Common microphones can be divided into dynamic microphones, condenser microphones and ribbon microphones according to their working principles. The structure of a dynamic microphone is very simple. Its working principle is that the diaphragm inside the microphone drives the coil to vibrate and cut the magnetic lines of force to generate electrical signals, which are mostly used to pick up relatively loud sound sources. Condenser microphones, which are slightly more complex than dynamic microphones, require additional phantom power to supply power, but have higher sensitivity than dynamic microphones. The principle of the ribbon microphone is to use a small aluminum ribbon as the diaphragm to generate signals.
Main microphone types
Dynamic microphones do not require an additional power source because they use simple active components that convert acoustic energy into electrical energy. Compared with condenser microphones, dynamic microphones are not sensitive enough, but they can usually handle higher sound pressure levels. The Shure SM57 is the most common dynamic microphone. It is constructed like a small speaker cone with a diaphragm attached to a coil surrounded by a magnet. When a sound wave hits the diaphragm, it moves the coil in the magnetic field, thereby generating an electrical signal.

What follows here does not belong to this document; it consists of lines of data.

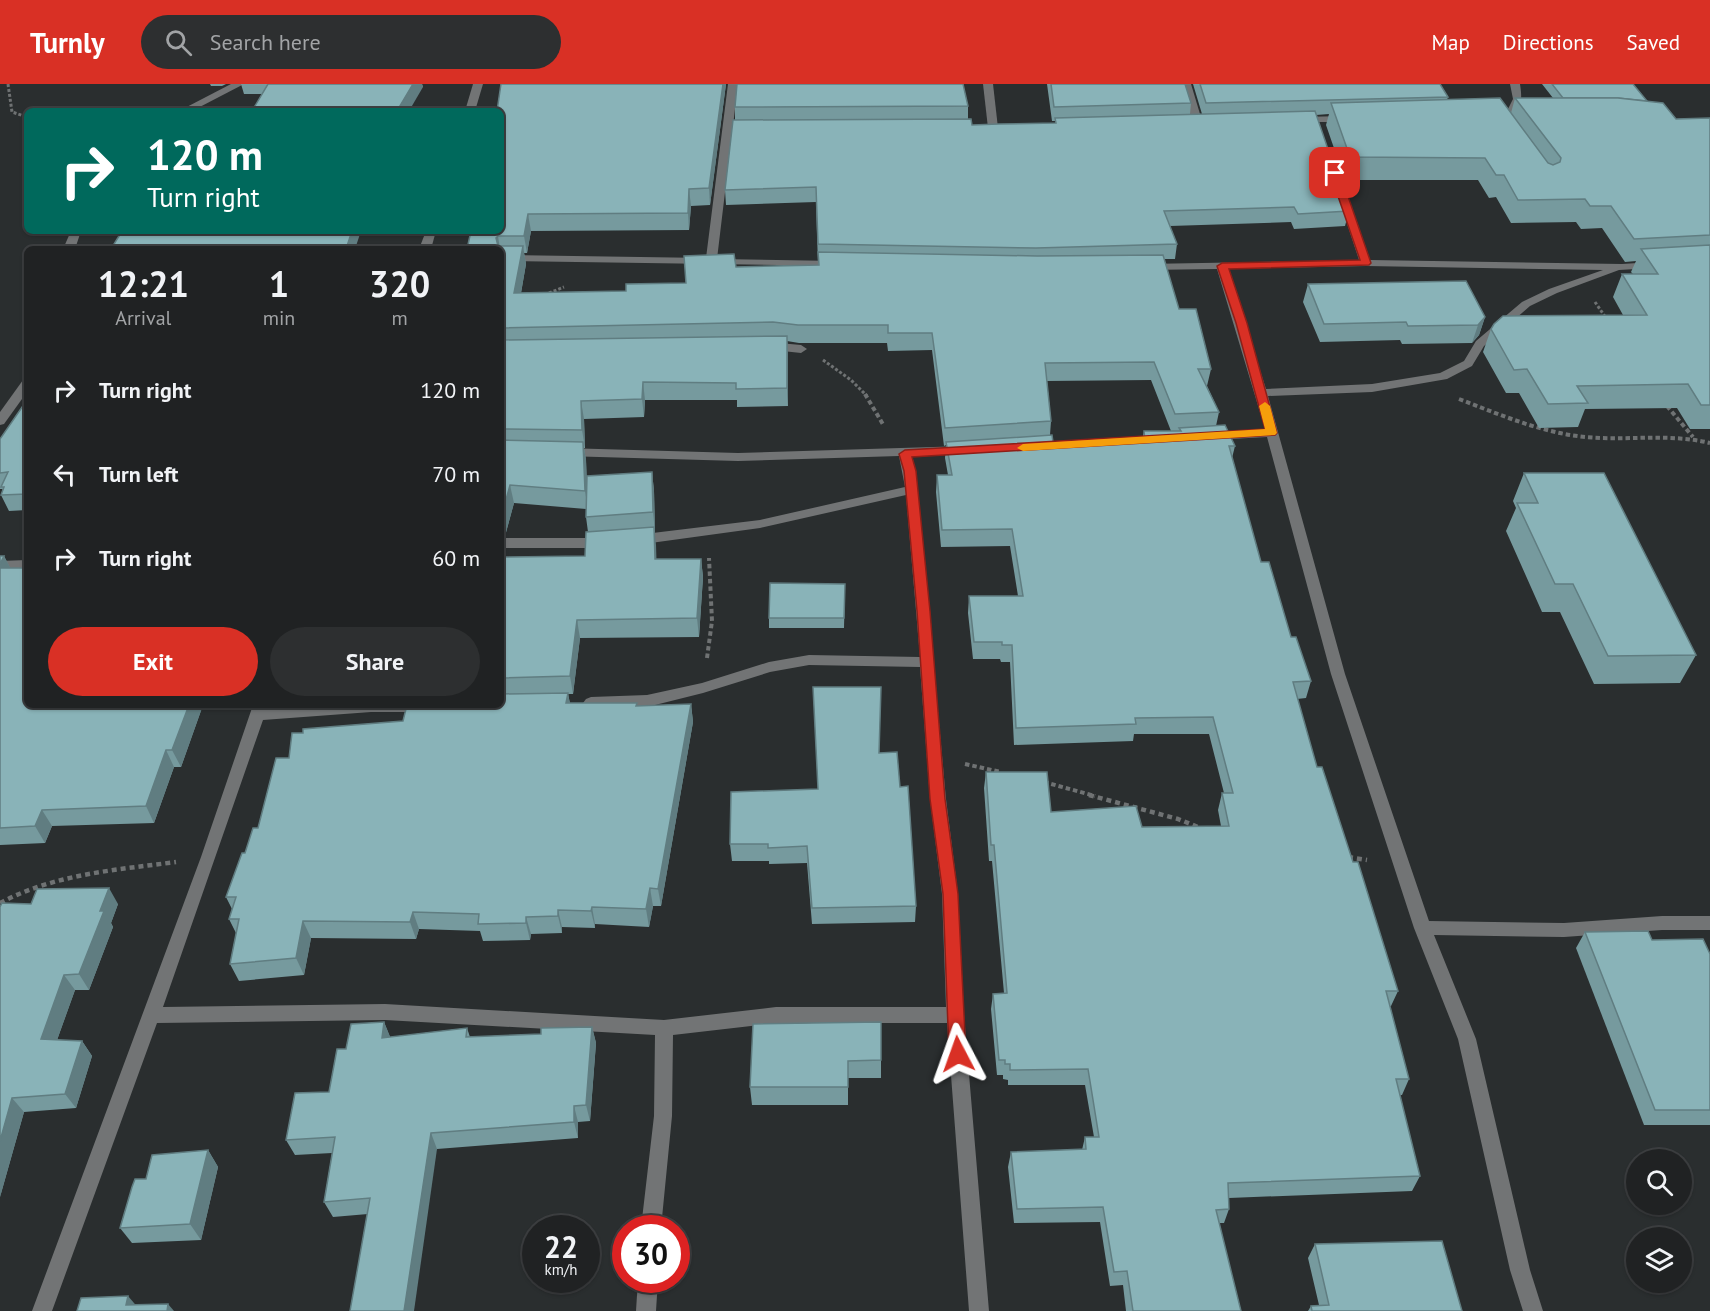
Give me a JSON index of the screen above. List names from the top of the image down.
{
  "page": {
    "header": "Turnly",
    "search": "Search here",
    "nav": ["Map", "Directions", "Saved"],
    "turn": ["120 m", "Turn right"],
    "eta": [
      "12:21",
      "Arrival",
      "1",
      "min",
      "320",
      "m"
    ],
    "list": [
      {
        "name": "Turn right",
        "value": "120 m"
      },
      {
        "name": "Turn left",
        "value": "70 m"
      },
      {
        "name": "Turn right",
        "value": "60 m"
      }
    ],
    "buttons": ["Exit", "Share"],
    "speed": "22 km/h",
    "limit": "30"
  }
}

Aluminum ribbon microphones, such as the Cascade Fat Head, use a small aluminum ribbon as the diaphragm to generate signals. When the aluminum strip moves with changes in air pressure, it interferes with the magnetic field and generates a signal. Ribbon microphones were very popular from the mid-1930s to the 1950s.
Condenser microphones usually require an external power source. The core is a capacitive sensor with two charged elements (a fixed piece and a thin movable diaphragm). The movement of the diaphragm under the action of sound waves will cause the capacitance between the components to change, thereby generating electrical signals.
Large-diaphragm condenser microphones, such as Audio-Technica AT4040, have a diaphragm diameter of about 1 inch or more, and are usually of side-address design. Their relatively large surface area can capture a large amount of sound energy and provide an excellent signal-to-noise ratio.
Small-diaphragm condenser microphones, such as Neumann KM-184, are characterized by a diaphragm of about half an inch or less, and are usually pencil-shaped, generally end-address designs. Their lighter components are easily propelled by air, allowing them to accurately capture transient sounds.
Other types of microphones
The electret microphone has the characteristics of small size, wide frequency range, high fidelity and low cost, and has been widely used in electronic products such as communication equipment and household appliances. Some elements of the electret microphone are made of permanently charged materials.
Charcoal microphones are common in old telephones and public address systems. When the charcoal is compressed by the air pressure, an electrical signal is generated. Due to their imperfect design, the frequency characteristics of carbon microphones are poor and the noise is relatively large.
The contact microphone is not actually a microphone at all, but a mechanical sensor. When the piezoelectric material they use shrinks and expands on the vibrating surface, an electronic signal is generated.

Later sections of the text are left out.